Stored data entries:
Segment Open

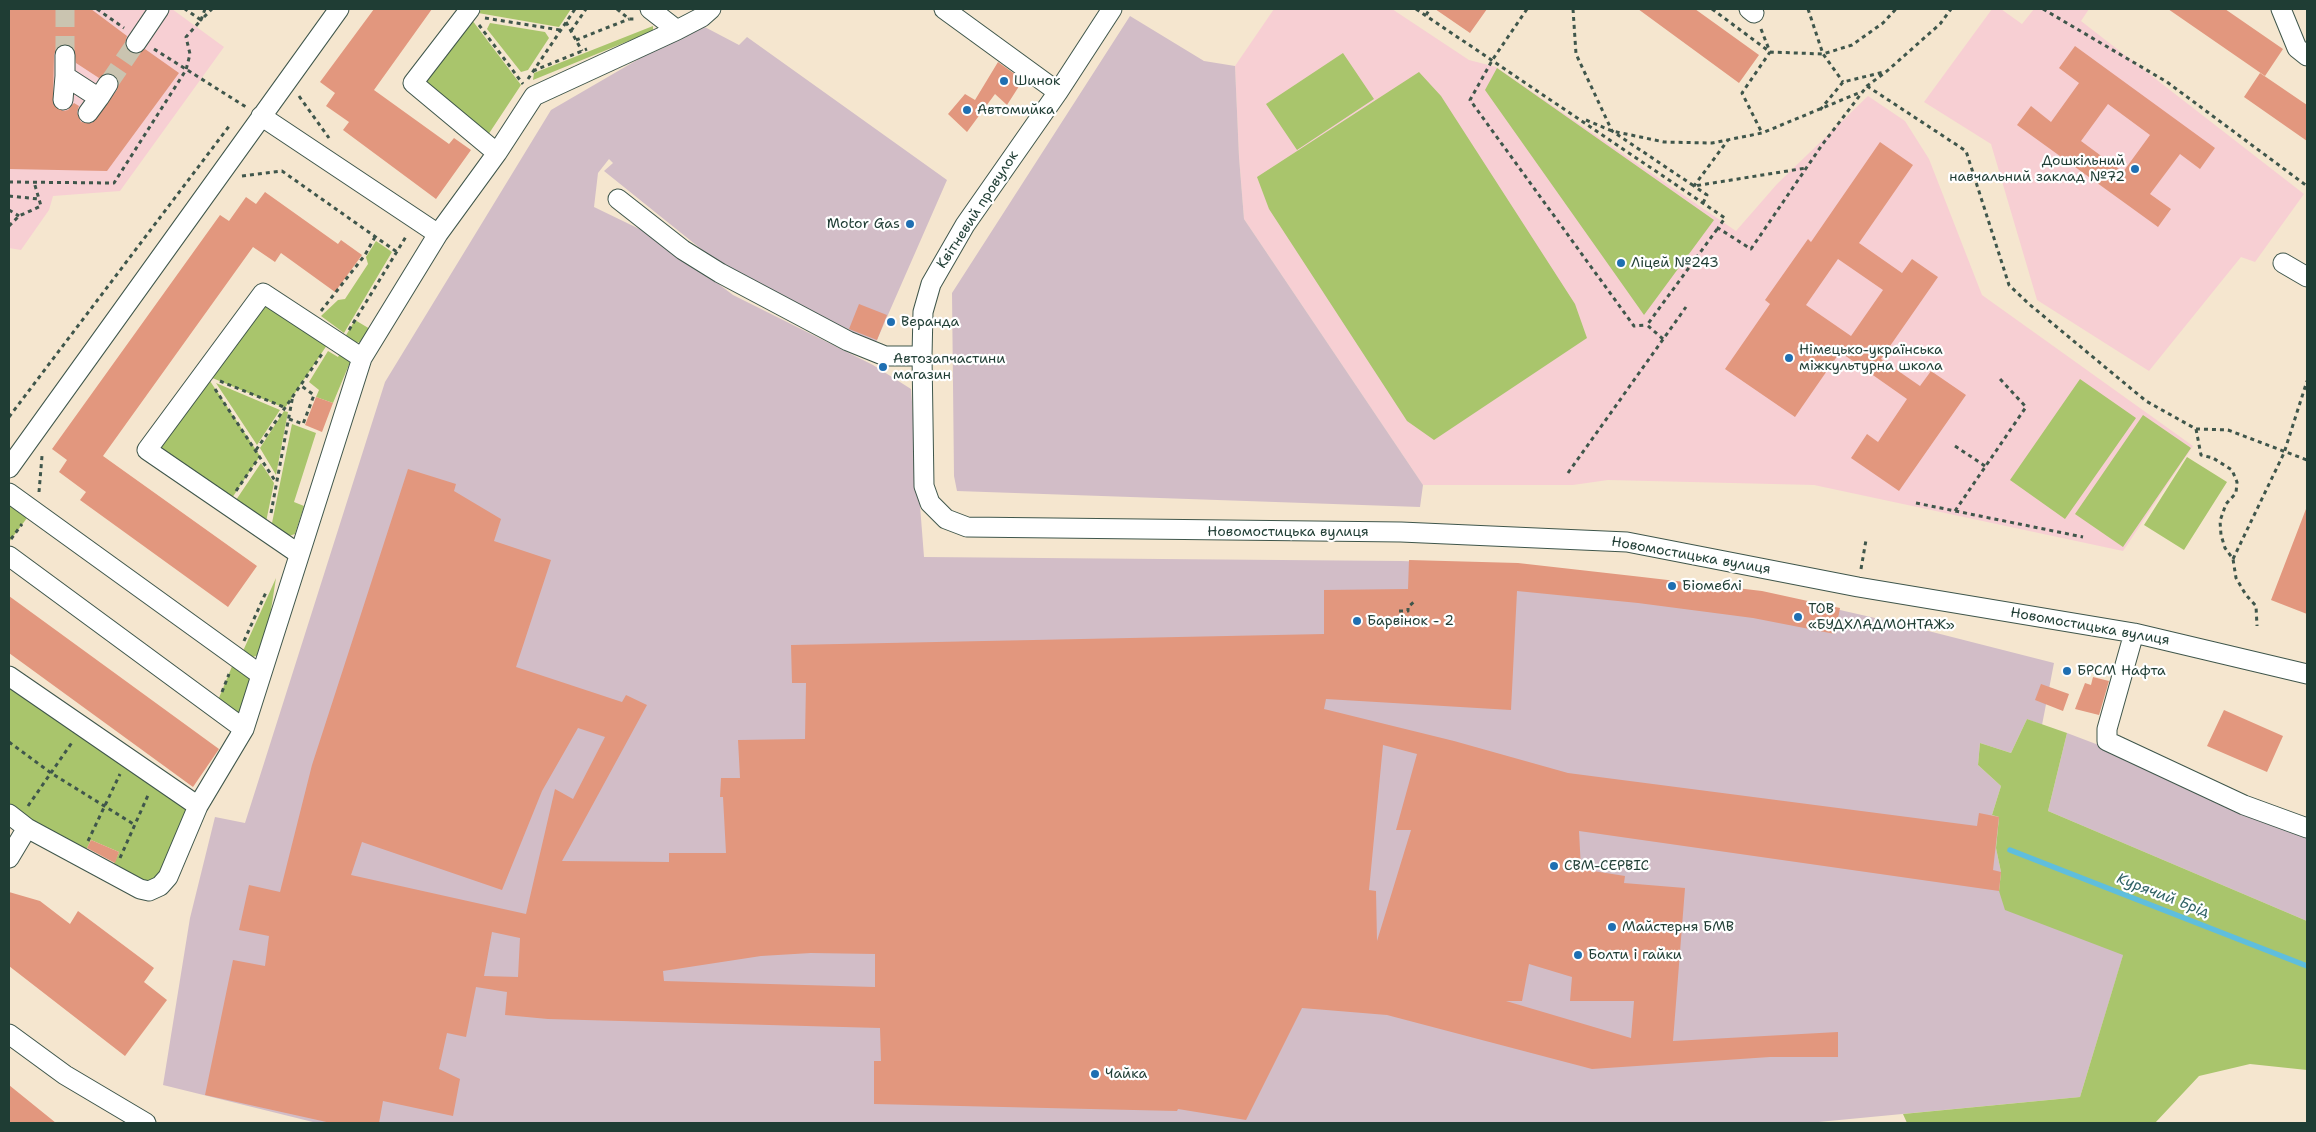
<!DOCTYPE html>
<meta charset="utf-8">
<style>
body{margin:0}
#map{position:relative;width:2316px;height:1132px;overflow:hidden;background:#f5e6cf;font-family:"Shantell Sans",sans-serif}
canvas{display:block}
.frame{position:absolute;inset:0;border:10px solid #1f3d34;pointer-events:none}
</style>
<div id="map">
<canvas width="2316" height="1132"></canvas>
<div class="frame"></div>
</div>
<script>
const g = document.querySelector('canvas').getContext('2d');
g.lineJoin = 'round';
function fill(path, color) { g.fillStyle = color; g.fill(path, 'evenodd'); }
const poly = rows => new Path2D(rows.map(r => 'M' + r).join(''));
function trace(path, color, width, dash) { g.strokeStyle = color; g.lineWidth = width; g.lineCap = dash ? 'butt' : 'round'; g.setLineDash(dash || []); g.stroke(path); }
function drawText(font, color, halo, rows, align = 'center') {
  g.font = font + ' "Shantell Sans",sans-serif'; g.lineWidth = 4.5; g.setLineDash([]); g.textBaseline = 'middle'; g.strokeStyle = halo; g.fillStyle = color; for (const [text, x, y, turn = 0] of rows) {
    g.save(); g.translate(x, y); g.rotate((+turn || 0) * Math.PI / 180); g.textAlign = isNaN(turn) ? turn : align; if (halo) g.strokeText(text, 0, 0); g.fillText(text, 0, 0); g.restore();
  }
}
fill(poly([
 [9,9,172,9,224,47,120,191,53,196,49,210,21,250,9,248],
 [1274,9,1392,9,1469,60,1496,67,1736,231,1777,184,1868,96,1905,121,1929,159,1982,295,2193,446,2123,551,1814,485,1608,480,1573,485,1423,485,1244,219,1239,157,1235,66],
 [1992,9,2001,9,2022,24,2034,9,2089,9,2081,21,2304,194,2255,262,2241,257,2149,371,2037,300,1991,144,1924,102]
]), '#f7cfd3');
fill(poly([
 [1130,16,1204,61,1235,66,1239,157,1244,219,1423,485,1420,507,957,491,954,476,952,293],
 [699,24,739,45,747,37,947,180,873,349,721,265,604,171,613,163,609,159,598,173,594,207,658,238,733,295,873,365,911,389,924,557,1401,561,1519,565,1761,592,1897,623,2054,663,2042,725,2027,719,2011,753,1980,743,1978,765,2001,786,1992,815,1999,817,1996,848,2001,872,1999,891,2125,949,2080,1097,1808,1123,317,1123,163,1085,190,918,215,817,245,823,385,382,551,110],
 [2067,733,2307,824,2307,921,2048,811]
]), '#d2bdc7');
fill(poly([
 [482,9,571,9,559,27,478,13],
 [472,20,521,85,488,135,423,82],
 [490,23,545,32,549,38,528,70,521,72,487,29],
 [653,26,653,31,533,80,534,73],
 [1343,53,1374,99,1297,150,1266,104],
 [1497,68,1714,220,1644,315,1485,90],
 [1419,72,1441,96,1575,304,1587,338,1434,440,1407,421,1269,209,1257,177],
 [376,241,392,252,344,333,321,316,338,300,345,299,368,264,366,257],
 [265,302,327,345,285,408,210,377],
 [355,320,370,329,363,342,354,343,345,337],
 [343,349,353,355,333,403,316,397,319,390,309,382,328,351,338,357],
 [208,378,260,456,232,498,157,446],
 [2080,379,2136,418,2065,519,2010,480],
 [216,383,280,410,257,445],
 [284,411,288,412,276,475,260,448],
 [2143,415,2191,448,2123,547,2075,514],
 [292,424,316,433,294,502,304,506,295,534,289,536,272,523],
 [2187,457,2227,482,2184,550,2144,525],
 [261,463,274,483,266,522,236,500],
 [9,500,30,514,9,542],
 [276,578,265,648,261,654,253,657,243,651],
 [233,664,249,675,254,683,243,717,216,705],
 [9,687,189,807,165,875,151,886,112,868,119,852,91,840,86,850,22,816,9,806],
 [2027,719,2067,733,2048,811,2307,921,2307,1070,2250,1064,2199,1076,2155,1123,1907,1123,1903,1114,2080,1097,2123,955,2005,910,1999,891,2001,872,1996,848,1999,817,1992,815,2001,786,1978,765,1980,743,2011,753]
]), '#a9c56c');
trace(poly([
 [2010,850,2307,966]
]), '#5fbedd', 5.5);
fill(poly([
 [9,9,91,9,127,36,125,43,129,52,136,54,145,49,179,73,107,171,9,169],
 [65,44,74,49,76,63,99,78,109,73,118,79,117,90,92,123,81,122,77,112,79,106,74,103,68,110,63,111,53,104,54,55,56,49],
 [374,9,432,9,374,90,449,144,454,138,471,150,436,199,343,130,349,122,326,106,335,93,320,82],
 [1435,9,1487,9,1470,33],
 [1638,9,1695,9,1759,55,1739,83],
 [2168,9,2225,9,2283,49,2265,76],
 [2075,46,2215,148,2200,169,2180,154,2150,194,2171,209,2158,227,2017,125,2031,106,2051,122,2079,83,2059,68],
 [2108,104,2150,135,2123,172,2081,141],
 [998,62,1023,80,1007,105,995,94,967,132,948,114,965,94,975,100],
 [2260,73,2307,105,2307,141,2244,97],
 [1880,142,1913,165,1859,243,1902,273,1912,259,1938,277,1881,359,1920,386,1931,371,1966,395,1899,491,1851,458,1867,434,1878,442,1907,399,1840,352,1795,417,1725,369,1770,304,1765,300,1808,239,1811,242],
 [1838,259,1883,290,1851,336,1806,305],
 [265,192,338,244,341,240,362,255,335,292,281,253,275,262,253,247,103,456,257,566,228,607,80,500,86,492,59,472,67,460,52,449,220,215,229,221,246,197,256,204],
 [859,304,887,315,877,340,849,329],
 [316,397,333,403,322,432,305,425],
 [408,469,456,484,454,491,501,519,494,541,551,560,516,667,622,702,626,695,647,705,562,861,669,862,669,853,726,853,723,797,720,797,721,778,740,778,738,740,805,739,806,683,792,683,791,645,1324,634,1324,590,1408,589,1409,560,1518,563,1642,577,1762,591,1840,608,1835,634,1753,618,1638,603,1517,591,1511,710,1326,699,1324,709,1454,741,1568,773,1977,826,1979,813,1999,817,1993,870,2001,872,1999,891,1579,831,1581,869,1625,876,1624,883,1685,888,1673,1041,1838,1032,1838,1057,1770,1057,1592,1069,1387,1015,1302,1008,1246,1120,1178,1109,1177,1111,874,1104,874,1061,881,1061,880,1028,548,1019,505,1015,507,992,476,987,466,1037,447,1033,439,1069,460,1079,453,1116,383,1101,379,1123,331,1123,205,1095,233,960,265,966,269,936,239,930,249,885,280,892,312,765],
 [578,728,605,737,573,799,555,789,526,914,351,875,362,842,502,890,542,791],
 [1383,745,1417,754,1396,830,1411,830,1377,941,1376,891,1369,890],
 [492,932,520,938,518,977,484,976],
 [811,953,875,954,875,987,664,981,663,971,761,956],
 [1529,964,1572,977,1570,1001,1634,1001,1631,1038,1506,1001,1522,1001],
 [2306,509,2307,509,2307,614,2271,600],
 [9,596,219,749,193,787,9,653],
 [2093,677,2109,681,2099,715,2075,709,2085,683,2091,685],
 [2041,684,2069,694,2063,711,2035,700],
 [2224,710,2283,736,2267,772,2207,746],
 [91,840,119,852,115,863,87,848],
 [9,892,40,901,70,924,78,911,154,968,144,982,167,1000,125,1056,9,966],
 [9,1085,56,1123,9,1123]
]), '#e2977e');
trace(poly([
 [65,55,65,9],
 [108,84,136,43]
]), '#cac4b0', 19, [19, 9]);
const minor = poly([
 [470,9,413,83,497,153],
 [650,9,677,30],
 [944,9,1058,92],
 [1112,9,1058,92,965,225,931,284,923,312,922,356,924,486,930,503,946,519,967,527,1401,532,1627,542,1858,587,2134,633,2307,674],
 [1749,9,1754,13],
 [2281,9,2297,48,2307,56],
 [136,43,159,9],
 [65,55,65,76,99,98,108,84],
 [63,100,65,76],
 [88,113,99,98],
 [261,116,438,234],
 [618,199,683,250,720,273,848,341,885,356,922,356],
 [2283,263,2307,277],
 [9,468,339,9],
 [9,493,261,675],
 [299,554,147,450,263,293,362,358],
 [9,556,244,729],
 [2134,633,2107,729,2107,741,2244,805,2307,828],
 [9,676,198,806],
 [9,814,27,828,140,889,149,891,160,886,168,877,198,806,244,729,362,358,438,234,497,153,534,96,677,30,702,17,711,9],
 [9,858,27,828],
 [9,1034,65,1075,146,1123]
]);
trace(minor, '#3f564b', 21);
trace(poly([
 [97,9,124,28],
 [205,9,201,20,212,9],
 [617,9,629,19,636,19],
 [1416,9,1725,218,1718,228,1751,249,1822,145,1867,86,1887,71,1940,24,1951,9],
 [1527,9,1493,59,1470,100,1634,326,1647,325],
 [1573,9,1576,54,1612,131,1694,186,1806,168],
 [1712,9,1770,52,1823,54,1852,45,1883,23,1896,9],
 [1808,9,1823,54,1843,82],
 [2043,9,2167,82,2307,186],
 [1426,15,1430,9],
 [485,18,560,30],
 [566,22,582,51],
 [479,25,523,84],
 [1761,29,1770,52,1742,93,1762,133],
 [571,31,586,9],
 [576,40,629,19],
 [154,49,246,107],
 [533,71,587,49],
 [528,79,575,9],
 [1867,86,1966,151,2009,285,2029,304,2146,401,2196,429,2228,430,2307,460],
 [299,96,329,138],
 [1820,110,1843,82,1884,72],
 [1586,120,1612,131,1664,142,1712,143,1762,133,1861,92],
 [242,176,282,171,397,252],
 [9,182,114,183,186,70,190,54,186,37,201,20,185,9],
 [9,196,39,199],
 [1703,203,1707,195,1694,186,1728,140],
 [9,210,19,216],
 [9,226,19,216,41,206,34,182],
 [321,311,365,255,375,237],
 [349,330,407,235],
 [1663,339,1647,325,1718,228],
 [220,381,286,408],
 [215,389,276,482],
 [9,417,230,125],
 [289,419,303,424,314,395,300,385],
 [2196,429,2201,455,2213,458,2232,470,2237,482,2236,493,2226,504,2220,521,2221,535,2225,548,2233,559,2236,578,2246,595,2256,606,2257,626],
 [1955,446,1985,466],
 [256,450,322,354],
 [1568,473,1686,307],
 [236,491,260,456],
 [39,492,42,456],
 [1916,503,2083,537],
 [1955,511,2026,407,2000,379],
 [271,513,293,395],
 [11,539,22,524],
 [2233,559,2284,453,2307,381],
 [1861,569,1866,540],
 [1399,611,1408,611,1408,607,1415,601],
 [244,641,267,590],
 [222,692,229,674],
 [9,742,51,773,135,825],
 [28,806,73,741],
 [88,841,120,774],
 [120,858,149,793]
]), '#3f564b', 3, [4, 4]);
trace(minor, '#fff', 19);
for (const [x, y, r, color] of [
 [1004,81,5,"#1f6fb2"],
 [967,110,5,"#1f6fb2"],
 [2135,169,5,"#1f6fb2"],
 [910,224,5,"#1f6fb2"],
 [1621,263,5,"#1f6fb2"],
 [891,322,5,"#1f6fb2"],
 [1789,358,5,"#1f6fb2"],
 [883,367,5,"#1f6fb2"],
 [1672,586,5,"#1f6fb2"],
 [1798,617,5,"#1f6fb2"],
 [1357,621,5,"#1f6fb2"],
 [2067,671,5,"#1f6fb2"],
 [1554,866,5,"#1f6fb2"],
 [1612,927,5,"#1f6fb2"],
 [1578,955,5,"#1f6fb2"],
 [1095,1074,5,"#1f6fb2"]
]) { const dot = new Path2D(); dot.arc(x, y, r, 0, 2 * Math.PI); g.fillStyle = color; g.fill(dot); trace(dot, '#fff', 2); }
drawText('14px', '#1f3d34', '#fff', [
 ["Шинок",1014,81],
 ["Автомийка",977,110],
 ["Дошкільний",2125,161,"right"],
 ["навчальний заклад №72",2125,177,"right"],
 ["Motor Gas",900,224,"right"],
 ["Ліцей №243",1631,263],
 ["Веранда",901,322],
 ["Німецько-українська",1799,350],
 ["міжкультурна школа",1799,366],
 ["Автозапчастини",893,359],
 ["магазин",893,375],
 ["Біомеблі",1682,586],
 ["ТОВ",1808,609],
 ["«БУДХЛАДМОНТАЖ»",1808,625],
 ["Барвінок - 2",1367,621],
 ["БРСМ Нафта",2077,671],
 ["СВМ-СЕРВІС",1564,866],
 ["Майстерня БМВ",1622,927],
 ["Болти і гайки",1588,955],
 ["Чайка",1105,1074]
], 'left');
drawText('14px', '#1f3d34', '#fff', [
 ["Квітневий провулок",978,210,-57],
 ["Новомостицька вулиця",1288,532],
 ["Новомостицька вулиця",1691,556,10],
 ["Новомостицька вулиця",2090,627,10]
]);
drawText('italic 15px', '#326467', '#fff', [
 ["Курячий Брід",2163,896,21]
]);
</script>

Segment Closed

WORK TO BE COMPLETED: Go through the data and count each line that has the word "function", then give the total alone.

YOUR SOLUTION: 3